--- Excerpted data ---

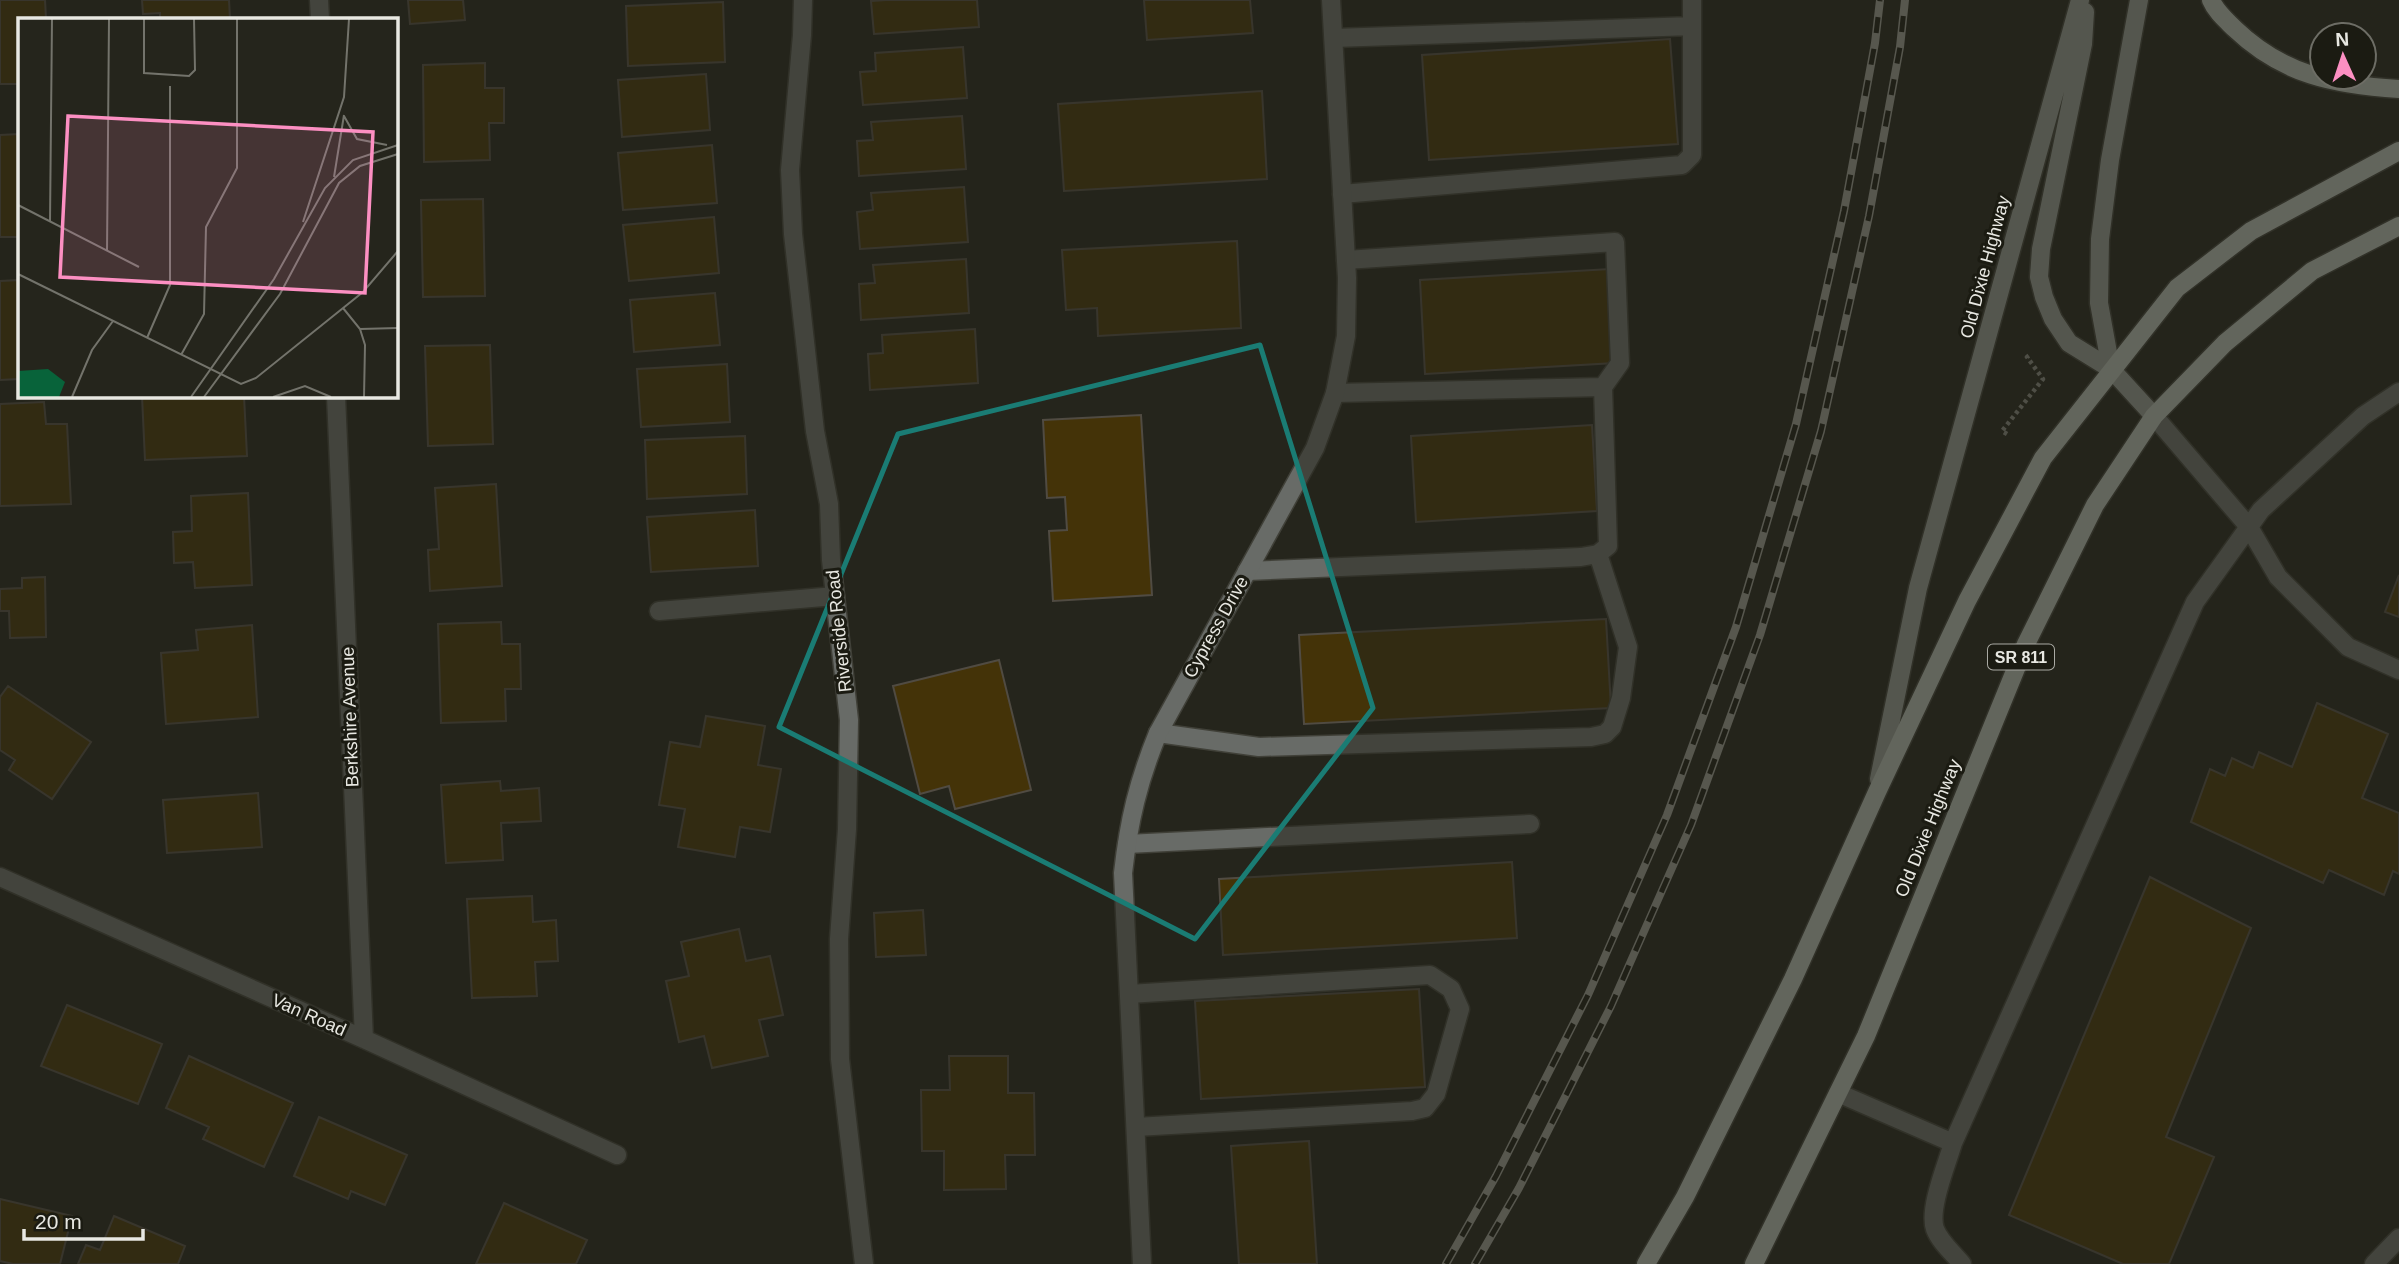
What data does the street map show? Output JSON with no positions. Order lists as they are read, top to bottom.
{
  "streets": {
    "main road": ["Old Dixie Highway", "SR 811"],
    "street": [
      "Cypress Drive",
      "Riverside Road",
      "Berkshire Avenue",
      "Van Road"
    ]
  },
  "crossings": [
    ["Berkshire Avenue", "Van Road"]
  ],
  "scale_bar": "20 m",
  "north": "top"
}
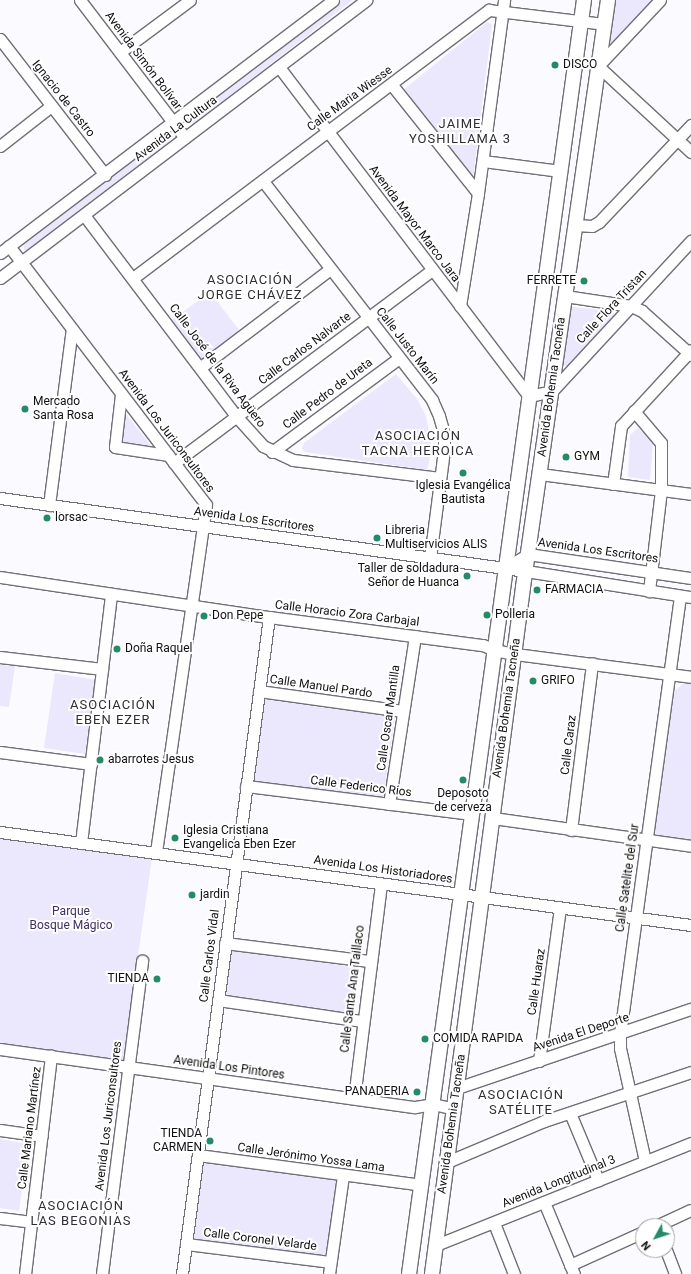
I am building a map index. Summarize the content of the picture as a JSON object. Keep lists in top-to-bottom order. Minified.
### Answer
{"streets":{"main road":["Avenida Bohemia Tacneña"],"street":["Avenida Simón Bolívar","Ignacio de Castro","Calle Maria Wiesse","Avenida La Cultura","Avenida Mayor Marco Jara","Calle Flora Tristan","Calle Justo Marín","Calle Carlos Nalvarte","Calle José de la Riva Agüero","Calle Pedro de Ureta","Avenida Los Juriconsultores","Avenida Los Escritores","Calle Horacio Zora Carbajal","Calle Manuel Pardo","Calle Oscar Mantilla","Calle Caraz","Calle Federico Rios","Avenida Los Historiadores","Calle Satelite del Sur","Calle Carlos Vidal","Calle Huaraz","Calle Santa Ana Taillaco","Avenida El Deporte","Avenida Los Pintores","Calle Mariano Martínez","Calle Jerónimo Yossa Lama","Avenida Longitudinal 3","Calle Coronel Velarde"]},"crossings":[["Avenida Simón Bolívar","Avenida La Cultura"],["Ignacio de Castro","Avenida La Cultura"],["Calle Maria Wiesse","Avenida Mayor Marco Jara"],["Calle Maria Wiesse","Calle Justo Marín"],["Calle Maria Wiesse","Calle José de la Riva Agüero"],["Calle Maria Wiesse","Avenida Bohemia Tacneña"],["Avenida La Cultura","Avenida Mayor Marco Jara"],["Avenida La Cultura","Calle José de la Riva Agüero"],["Avenida La Cultura","Avenida Los Juriconsultores"],["Avenida Mayor Marco Jara","Calle Carlos Nalvarte"],["Avenida Mayor Marco Jara","Avenida Bohemia Tacneña"],["Calle Flora Tristan","Avenida Bohemia Tacneña"],["Calle Justo Marín","Calle Carlos Nalvarte"],["Calle Justo Marín","Calle José de la Riva Agüero"],["Calle Justo Marín","Calle Pedro de Ureta"],["Calle Justo Marín","Avenida Los Escritores"],["Calle Carlos Nalvarte","Calle José de la Riva Agüero"],["Calle Carlos Nalvarte","Avenida Los Juriconsultores"],["Calle José de la Riva Agüero","Calle Pedro de Ureta"],["Avenida Bohemia Tacneña","Avenida Los Escritores"],["Avenida Bohemia Tacneña","Calle Horacio Zora Carbajal"],["Avenida Bohemia Tacneña","Calle Federico Rios"],["Avenida Bohemia Tacneña","Avenida Los Historiadores"],["Avenida Bohemia Tacneña","Avenida El Deporte"],["Avenida Bohemia Tacneña","Avenida Los Pintores"],["Avenida Bohemia Tacneña","Calle Jerónimo Yossa Lama"],["Avenida Bohemia Tacneña","Avenida Longitudinal 3"],["Avenida Los Juriconsultores","Avenida Los Escritores"],["Avenida Los Juriconsultores","Calle Horacio Zora Carbajal"],["Avenida Los Juriconsultores","Avenida Los Historiadores"],["Avenida Los Juriconsultores","Avenida Los Pintores"],["Avenida Los Escritores","Calle Satelite del Sur"],["Calle Horacio Zora Carbajal","Calle Oscar Mantilla"],["Calle Horacio Zora Carbajal","Calle Caraz"],["Calle Horacio Zora Carbajal","Calle Satelite del Sur"],["Calle Horacio Zora Carbajal","Calle Carlos Vidal"],["Calle Manuel Pardo","Calle Oscar Mantilla"],["Calle Manuel Pardo","Calle Carlos Vidal"],["Calle Oscar Mantilla","Calle Federico Rios"],["Calle Federico Rios","Calle Carlos Vidal"],["Avenida Los Historiadores","Calle Satelite del Sur"],["Avenida Los Historiadores","Calle Carlos Vidal"],["Avenida Los Historiadores","Calle Huaraz"],["Avenida Los Historiadores","Calle Santa Ana Taillaco"],["Calle Satelite del Sur","Avenida El Deporte"],["Calle Satelite del Sur","Avenida Longitudinal 3"],["Calle Carlos Vidal","Avenida Los Pintores"],["Calle Carlos Vidal","Calle Jerónimo Yossa Lama"],["Calle Carlos Vidal","Calle Coronel Velarde"],["Calle Huaraz","Avenida El Deporte"],["Calle Santa Ana Taillaco","Avenida Los Pintores"],["Avenida Los Pintores","Calle Mariano Martínez"]],"districts":["JAIME YOSHILLAMA 3","ASOCIACIÓN JORGE CHÁVEZ","ASOCIACIÓN TACNA HEROICA","ASOCIACIÓN EBEN EZER","ASOCIACIÓN SATÉLITE","ASOCIACIÓN LAS BEGONIAS"],"parks":["Parque Bosque Mágico"],"places":["DISCO","FERRETE","Mercado Santa Rosa","GYM","Iglesia Evangélica Bautista","lorsac","Libreria Multiservicios ALIS","Taller de soldadura Señor de Huanca","FARMACIA","Polleria","Don Pepe","Doña Raquel","GRIFO","abarrotes Jesus","Deposoto de cerveza","Iglesia Cristiana Evangelica Eben Ezer","jardin","TIENDA","COMIDA RAPIDA","PANADERIA","TIENDA CARMEN"],"north":"bottom left"}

---

◆ Problem to solve:
Please go through the entries and show every line with the word "Berkshire".

◆ Solution for this problem:
      "Berkshire Avenue",
    ["Berkshire Avenue", "Van Road"]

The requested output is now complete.